Mayor Eric Adams is tired of seeing NYPD officers on their phones at subway stations — and is asking New Yorkers to snap a picture when they see it happening.

“You walk downstairs, you see five transit officers standing at the booth looking at their phones,” New York City’s mayor griped during a budget briefing at City Hall on Tuesday.

“If you see it, send me a picture. Let me know,” he said, “because I’ll go to that district the next day and see exactly what’s happening.”

“Send me a shot. New Yorkers, you see that, send me a photo and I will be at that station.”

Adams told reporters he was “disappointed” in how NYPD’s Transit Bureau has deployed officers in response to rising crime and high-profile incidents like the April 12 mass shooting that left 10 people with bullet wounds and another 19 injured in the mayhem.

The rate of underground crimes per rider also remains stubbornly above pre-COVID levels, despite being down overall because of lower ridership. NYPD increased subway patrols to combat the violence, but felony assault rates have continued to climb.

“I have been meeting with the chief of the Transit [Bureau] and the police commissioner to talk about better deployment. I want police officers on the train,” said the mayor, a former transit cop himself.

Eric Adams FY23 Budget presser.
Eric Adams encouraged straphangers to take photos of police officers using their cellphones on the subways.
Paul Martinka

Adams also expressed support for the MTA’s new “blue ribbon” panel on fare evasion, which MTA CEO Janno Lieber announced Tuesday morning. He reiterated his call to city district attorneys to criminally prosecute fare evasion cases, but said cops should be issuing more civil fines as well.
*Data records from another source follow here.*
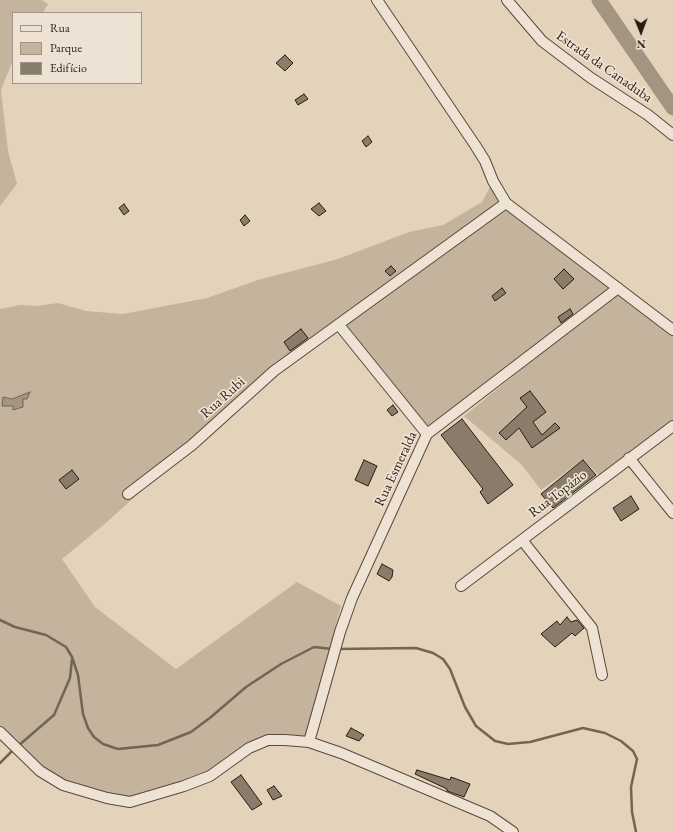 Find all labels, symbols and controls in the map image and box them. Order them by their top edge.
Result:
legend [12,12,142,84]
north arrow [621,12,661,52]
text: Rua [50,20,70,36]
street label: Estrada da Canaduba [553,28,655,106]
text: N [637,37,646,51]
text: Parque [50,40,82,56]
text: Edifício [50,60,87,76]
street label: Rua Rubi [197,374,249,422]
street label: Rua Esmeralda [371,429,421,509]
street label: Rua Topázio [526,467,590,521]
NYPD will conduct fare evasion enforcement stings at stations where farebeating is “rampant,” the mayor said.

“Fare evasion is a problem,” he said. “We don’t want to be heavy-handed — but we do want to return the message that any and everything can’t go on our subway system.”

Police use a cellphone in the subway.
Adams said he will visit districts where cops reportedly use their cellphones to “see exactly what’s happening.”